Awards have value in unprofessional sporting cultures
Controversy over the highest sports honour in the country, the Rajiv Gandhi Khel Ratna award, was protracted and unsavoury but not without some pathos too. Finally, the petitions of both discuss thrower Krishna Poonia and paralympian H.N. Girisha were rejected.
This, all told, is fair, as it subscribes to the guidelines provided by the sports ministry and upholds the dignity of the panel that decided on shooter Ronjan Sodhi as the winner.
However, it also spotlights the genuine heartburn and anguish of sportspersons who live on the margins of either honours and/or financial rewards. Consider Poonia’s case. At the London Olympics in 2012 she could not finish on the podium but she has been a worthy competitor at the international level, having won bronze medals at the 2006 and 2010 Asian Games and a gold at the Delhi Commonwealth Games in 2010.
That is one half of an inspiring story, the other being the heavy odds that women in India have to overcome even so much as to participate in sports. True, women are in the forefront of the (even if nascent) sports revolution in the country as far as winning medals and other honours is concerned, but that does not diminish the hardships they still face, gender bias and socio-cultural prejudices being the strongest.
Mary Kom and Saina Nehwal — the toast of India for their exploits — will testify to this even now. The measure of this hardship cannot be gauged from records and statistics. Where Girisha is concerned, his is a profile in courage for the manner in which he has fought his disability to win laurels including a silver at London last year. The Paralympics, as one learned during the 2012 Olympics last year, enjoy an exalted status in the developed world which sees the effort of people so handicapped with a mix of great compassion and even greater admiration.
In India, as is evident from the utter disregard for handicapped people in everyday living, such sentiments are virtually absent.
It must also be understood that for most sportspersons, an award of this ranking adds considerably to their CV, future promotions and prospects. Sports in India is still not completely or desirably professionalised and most sportspersons remain extremely worried about their life after their playing days are over. Too many hard-luck stories abound for anybody who is not a fairly established cricketer and a few others to not be concerned about self-preservation.
Why then do I believe that the sports ministry was right in overruling the claims made by Poonia and later by Girisha? Essentially, because it challenged the decision of a high-powered panel appointed by the ministry, with former world billiards champion and Padma Bhushan Michael Ferreira at the helm.

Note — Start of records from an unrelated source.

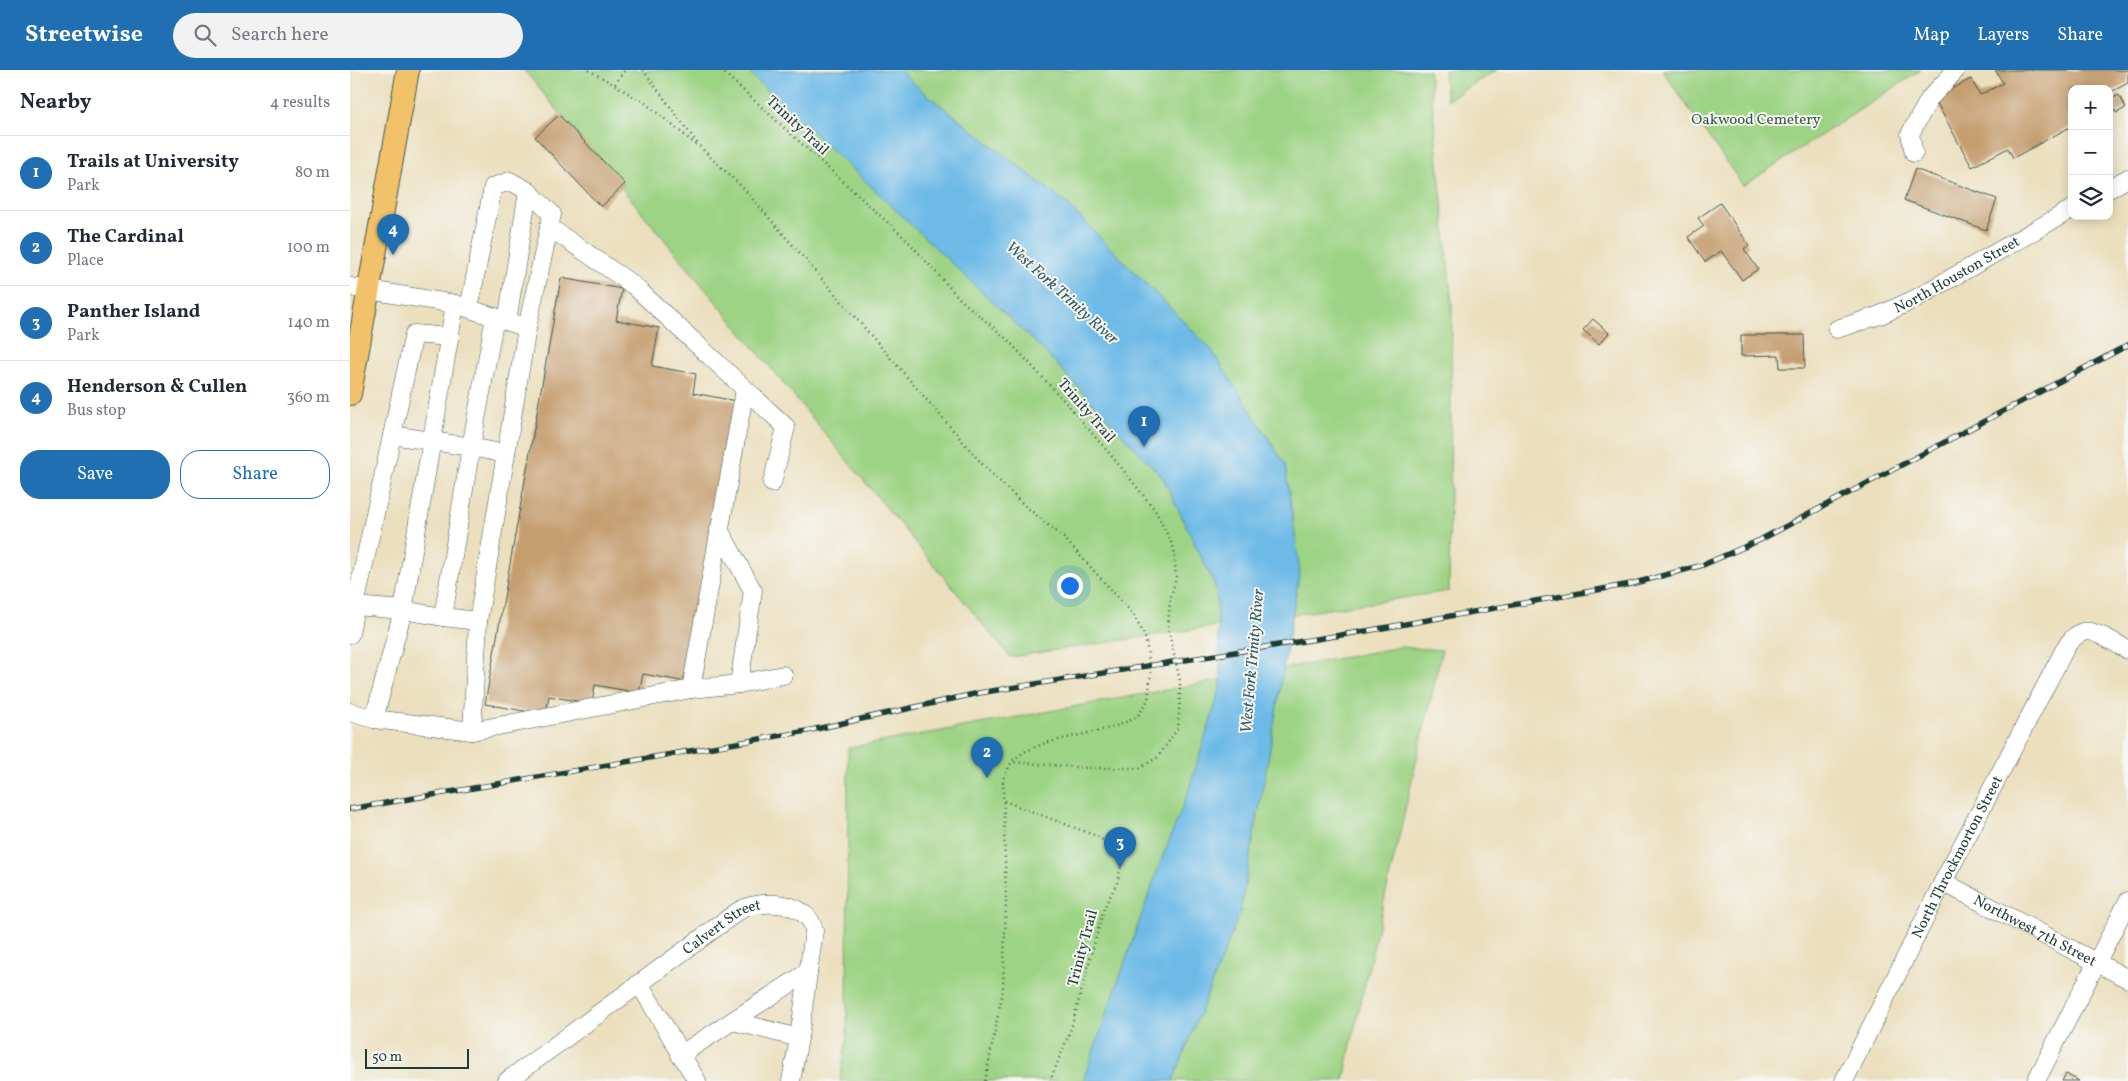 <!DOCTYPE html>
<meta charset="utf-8">
<style>
body{margin:0;font-family:Vollkorn,serif;background:#f2f2f3;color:#1f2937}
.controls{position:absolute;right:15px;top:15px;display:grid;overflow:hidden;border-radius:10px;box-shadow:0 2px 12px #0003}
.controls button{width:45px;height:45px;display:grid;place-items:center;padding:0;border:0;border-bottom:1px solid #e0e1e3;background:#fff;color:#1f2937;font:25px sans-serif}
.scale{position:absolute;left:15px;bottom:12px;width:104px;box-sizing:border-box;padding-left:5px;border:2px solid #1f3d34;border-top:0;font-size:14px;line-height:18px;white-space:nowrap;color:#1f3d34;-webkit-text-stroke:4px #f6f6f2;paint-order:stroke}
.you{position:absolute;left:719px;top:515px;width:18px;height:18px;margin:-12px;border:4px solid #fff;border-radius:50%;background:#1a73e8;box-shadow:0 0 0 8px #1a73e833}
.badge{display:grid;place-items:center;width:32px;height:32px;border-radius:50%;background:#1f6fb2;color:#fff;font-size:16px;font-weight:700}
.pin{position:absolute;translate:-50% -41px;filter:drop-shadow(0 1px 2px #0008)}
.pin::after{content:'';position:absolute;top:26px;width:18px;height:15px;background:inherit;clip-path:polygon(0 0,100% 0,50% 100%)}
.list{margin:0;padding:0;list-style:none}
h2{display:flex;justify-content:space-between;align-items:center;height:65px;margin:0;padding:0 20px;font-size:21px}
h2 small{font-size:16px;font-weight:400;color:#747a83}
.list li{display:grid;grid-template-columns:32px 1fr auto;gap:15px;align-items:center;box-sizing:border-box;height:75px;padding:0 20px;border-top:1px solid #e0e1e3}
.list b{display:block;font-size:19px;white-space:nowrap}
.list p{margin:0;font-size:16px;white-space:nowrap;color:#747a83}
.list em{font-size:16px;font-style:normal;color:#747a83}
.actions{display:flex;gap:10px;padding:15px 20px}
.actions a{flex:1;padding:11px 0;border:1px solid #1f6fb2;border-radius:20px;text-align:center;font-size:18px;color:#1f6fb2}
.actions .main{background:#1f6fb2;color:#fff}
.icon{flex:none;width:28px;height:28px;fill:none;stroke:currentColor;stroke-width:2;stroke-linecap:round;stroke-linejoin:round}
.map{position:relative;flex:none;width:1778px;height:1011px;overflow:hidden}
header{display:flex;align-items:center;gap:30px;box-sizing:border-box;height:70px;padding:0 25px;background:#1f6fb2;color:#fff}
header strong{font-size:24px}
nav{display:flex;gap:28px;margin-inline-start:auto;font-size:18px}
.search{width:350px;height:45px;background:#f2f2f3;display:flex;align-items:center;gap:12px;box-sizing:border-box;padding:0 18px;border-radius:28px;color:#747a83;font-size:19px}
main{display:flex}
aside{flex:1;background:#fff}
.map>svg:first-child{display:block}
.green{fill:#9dd384;stroke:#5e885c}
.water{fill:#6dbae7;stroke:#467c8e}
.building{fill:#c59e6f}
.lines{fill:none;stroke-linecap:round;stroke-linejoin:round}
.minor-casing{stroke:#3e5549;stroke-width:19}
.major-casing{stroke:#3e5549;stroke-width:24}
.path{stroke:#3e5549;stroke-width:2.5;stroke-dasharray:1 4;stroke-linecap:butt}
.minor{stroke:#fff;stroke-width:18}
.major{stroke:#f2c26a;stroke-width:22}
.rail-casing{stroke:#1f3d34;stroke-width:5.5}
.rail{stroke:#f6f6f2;stroke-width:4;stroke-dasharray:11;stroke-linecap:butt}
.labels{text-anchor:middle;stroke-width:4;stroke-linejoin:round;paint-order:stroke}
.park-label{font-size:15px;fill:#385b44;stroke:#f6f6f2}
.street-label{font-size:15px;fill:#1f3d34;stroke:#f6f6f2}
.water-label{font-size:16px;font-style:italic;fill:#325c61;stroke:#f6f6f2}
</style>
<header>
<strong>Streetwise</strong>
<div class="search"><svg class="icon" aria-label="search" viewBox="0 0 24 24"><circle cx="10" cy="10" r="6"/><path d="M15 15l6 6"/></svg>Search here</div>
<nav><a>Map</a><a>Layers</a><a>Share</a></nav>
</header>
<main>
<aside>
<h2>Nearby<small>4 results</small></h2>
<ul class="list">
<li><span class="badge">1</span><div><b>Trails at University</b><p>Park</p></div><em>80 m</em></li>
<li><span class="badge">2</span><div><b>The Cardinal</b><p>Place</p></div><em>100 m</em></li>
<li><span class="badge">3</span><div><b>Panther Island</b><p>Park</p></div><em>140 m</em></li>
<li><span class="badge">4</span><div><b>Henderson &amp; Cullen</b><p>Bus stop</p></div><em>360 m</em></li>
</ul>
<div class="actions"><a class="main">Save</a><a>Share</a></div>
</aside>
<div class="map">
<svg width="1778" height="1011" viewBox="0 0 1778 1011">
<rect width="100%" height="100%" fill="#f6f6f2"/>
<filter id="ink" filterUnits="userSpaceOnUse"><feTurbulence type="fractalNoise" baseFrequency=".02" numOctaves="2"/><feDisplacementMap in="SourceGraphic" scale="10" xChannelSelector="R" yChannelSelector="G"/><feConvolveMatrix kernelMatrix="1 2 1 2 8 2 1 2 1" color-interpolation-filters="sRGB"/></filter>
<filter id="wash" filterUnits="userSpaceOnUse"><feTurbulence type="fractalNoise" baseFrequency=".0096" numOctaves="4" result="noise"/><feDisplacementMap in="SourceGraphic" scale="20" xChannelSelector="R" yChannelSelector="G"/><feGaussianBlur stdDeviation="1.12" result="paint"/><feColorMatrix in="noise" values="0 0 0 0 0 0 0 0 0 0 0 0 0 0 0 0 0 1.4 0 .05"/><feComposite in="paint" operator="in"/></filter>
<g filter="url(#wash)">
<rect width="100%" height="100%" fill="#ebdfbd"/>
<!-- green -->
<g class="green">
<path d="M 174,0 L 1079,0 L 1102,234 L 1099,521 L 660,587 Z"/>
<path d="M 1094,0 L 1147,0 L 1097,30 Z"/>
<path d="M 1312,0 L 1571,0 L 1393,116 Z"/>
<path d="M 1051,577 L 1092,580 L 1001,974 L 994,1011 L 490,1011 L 497,967 L 498,678 Z"/>
</g>
<!-- water -->
<path class="water" d="M 396,0 L 549,0 L 575,23 L 716,133 L 861,279 L 935,394 L 950,500 L 919,684 L 890,842 L 823,1011 L 733,1011 L 809,796 L 836,728 L 871,617 L 866,518 L 813,408 L 693,280 L 531,126 Z"/>
<g id="blocks">
<!-- building -->
<g class="building">
<path d="M 1645,0 L 1778,0 L 1778,13 L 1759,23 L 1759,19 L 1722,19 L 1722,56 L 1663,88 L 1658,78 L 1622,97 L 1584,28 L 1621,9 L 1630,25 L 1653,13 Z"/>
<path d="M 1769,25 L 1776,38 L 1766,43 L 1765,40 L 1759,43 L 1759,30 Z"/>
<path d="M 209,45 L 275,114 L 251,137 L 185,67 Z"/>
<path d="M 1565,99 L 1647,129 L 1636,160 L 1554,130 Z"/>
<path d="M 1370,133 L 1399,175 L 1394,179 L 1408,199 L 1392,210 L 1371,181 L 1355,192 L 1338,167 L 1354,156 L 1348,148 Z"/>
<path d="M 211,208 L 272,219 L 266,250 L 309,258 L 302,296 L 346,304 L 343,323 L 386,331 L 336,612 L 293,604 L 289,623 L 245,615 L 242,634 L 199,626 L 196,645 L 135,634 Z"/>
<path d="M 1243,249 L 1259,263 L 1249,274 L 1233,260 Z"/>
<path d="M 1391,265 L 1454,265 L 1455,298 L 1430,298 L 1429,285 L 1391,286 Z"/>
<path d="M 1716,1004 L 1729,1011 L 1712,1011 Z"/>
</g>
</g>
</g>
<g filter="url(#ink)">
<use href="#blocks" fill-opacity="0" stroke="#3e5549" stroke-width="1"/>
<g class="lines">
<defs>
<g id="minor">
<path d="M 1564,83 L 1560,64 L 1580,28 L 1606,0"/>
<path d="M 1759,119 L 1778,108"/>
<path d="M 199,157 L 283,215 L 436,357 L 422,413"/>
<path d="M 0,217 L 105,234 L 177,258 L 202,144 L 178,121 L 160,111 L 143,117 L 119,238"/>
<path d="M 157,251 L 178,121"/>
<path id="s1" d="M 1487,259 L 1530,245 L 1563,230 L 1722,139"/>
<path d="M 42,365 L 121,377 L 145,247"/>
<path d="M 369,459 L 403,521 L 389,614 L 341,619 L 395,319"/>
<path d="M 5,536 L 64,264 L 100,267"/>
<path d="M 93,547 L 128,551 L 177,258"/>
<path d="M 128,551 L 122,661 L 341,619"/>
<path d="M 0,564 L 5,536 L 53,540 L 105,234"/>
<path d="M 389,614 L 433,605"/>
<path d="M 0,642 L 24,649"/>
<path d="M 122,661 L 24,649 L 53,540 L 93,547 L 121,377 L 156,384"/>
<path id="s2" d="M 1593,812 L 1778,909"/>
<path d="M 289,913 L 347,1011"/>
<path d="M 383,951 L 449,968"/>
<path d="M 330,985 L 458,902"/>
<path id="s3" d="M 157,1011 L 387,842 C 409,828 459,830 464,861 L 449,968 L 441,1011"/>
<path id="s4" d="M 1494,1011 L 1593,812 L 1717,575 C 1721,570 1726,564 1733,562 C 1742,558 1768,575 1778,580"/>
<path d="M 1686,1011 L 1778,831"/>
</g>
<path id="major" d="M 0,324 L 58,0"/>
</defs>
<!-- minor casing -->
<use href="#minor" class="minor-casing"/>
<!-- major casing -->
<use href="#major" class="major-casing"/>
<!-- path -->
<g class="path">
<path d="M 239,0 L 295,33 L 348,76"/>
<path d="M 293,0 L 351,78 L 395,120 L 634,396 L 674,435 L 715,469 L 783,544 L 795,567 L 801,602 L 798,630 L 787,647 L 764,657 L 695,673 L 674,682 L 662,691 L 653,709 L 656,833 L 653,920 L 635,1011"/>
<path d="M 371,0 L 558,171 L 609,228 L 658,270 L 718,335 L 770,396 L 805,440 L 824,478 L 826,508 L 820,530 L 818,558 L 830,611 L 830,627 L 828,658 L 808,687 L 790,698 L 737,698 L 663,692"/>
<path d="M 265,14 L 275,0"/>
<path d="M 654,731 L 749,767 L 761,778 L 771,796 L 767,813 L 754,838 L 721,959 L 700,1011"/>
</g>
<!-- minor -->
<use href="#minor" class="minor"/>
<!-- major -->
<use href="#major" class="major"/>
<defs>
<path id="rail" d="M 0,739 L 457,661 L 629,623 L 1016,561 L 1281,514 L 1353,495 L 1410,470 L 1778,275"/>
</defs>
<!-- rail casing -->
<use href="#rail" class="rail-casing"/>
<!-- rail -->
<use href="#rail" class="rail"/>
</g>
</g>
<g class="labels">
<!-- park labels -->
<g class="park-label">
<text x="1406" y="54">Oakwood Cemetery</text>
</g>
<!-- street labels -->
<g class="street-label">
<text transform="translate(448 55) rotate(43)" y="5">Trinity Trail</text>
<text dy="5" stroke="none"><textPath href="#s1" startOffset="132">North Houston Street</textPath></text>
<text transform="translate(737 340) rotate(49)" y="5">Trinity Trail</text>
<text dy="5" stroke="none"><textPath href="#s4" startOffset="251">North Throckmorton Street</textPath></text>
<text dy="5" stroke="none"><textPath href="#s3" startOffset="265">Calvert Street</textPath></text>
<text dy="5" stroke="none"><textPath href="#s2" startOffset="104">Northwest 7th Street</textPath></text>
<text transform="translate(732 878) rotate(-75)" y="5">Trinity Trail</text>
</g>
<!-- water labels -->
<g class="water-label">
<text transform="translate(713 222) rotate(42)" y="6">West Fork Trinity River</text>
<text transform="translate(901 591) rotate(-85)" y="6">West Fork Trinity River</text>
</g>
</g>
</svg>
<div class="controls">
<button>+</button>
<button>−</button>
<button><svg class="icon" aria-label="layers" viewBox="0 0 24 24"><path d="M12 4l9 5-9 5-9-5zM3 14l9 5 9-5"/></svg></button>
</div>
<div class="scale">50 m</div>
<div class="you"></div>
<div class="pin badge" style="left:794px;top:377px">1</div>
<div class="pin badge" style="left:637px;top:708px">2</div>
<div class="pin badge" style="left:770px;top:798px">3</div>
<div class="pin badge" style="left:43px;top:185px">4</div>
</div>
</main>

This cast aspersions on the intelligence, understanding and integrity of the panel. Ferreira, more than any other perhaps, understands the travails of being an Indian sportsperson and has fought for justice for several decades. In an obverse sort of way to not accept the decision of Ferreira (and Co.) undermines the Indian sportsperson itself, which is surely not what either Poonia or Girisha want.
Frenetic lobbying by both Poonia and Girisha made the episode even more unseemly. Neither of them, it must be mentioned, grudged Sodhi winning the Khel Ratna; rather they wanted to be honoured too. The fact that this award, which began as being only for one sportsperson every year had multiple winners (like the Arjuna) at times would have prompted them to take their case further. This in itself was a process that needed to be set right for it opens up avenues for manipulation.
It may be a fact of life that nothing is got without making the effort to get it, but where sports awards are concerned, it politicises the issue and draws in all kinds of elements you would want to keep out of sport. Hopefully, the sports ministry’s tough stand this year is a recognition of past mistakes.
The great thing, of course, is that a sportsperson’s stature is hardly diminished even if such awards — either by oversight or advertently — are not given. Some get them in due course of time: as indeed Poonia and Girisha hopefully might the Khel Ratna in the future.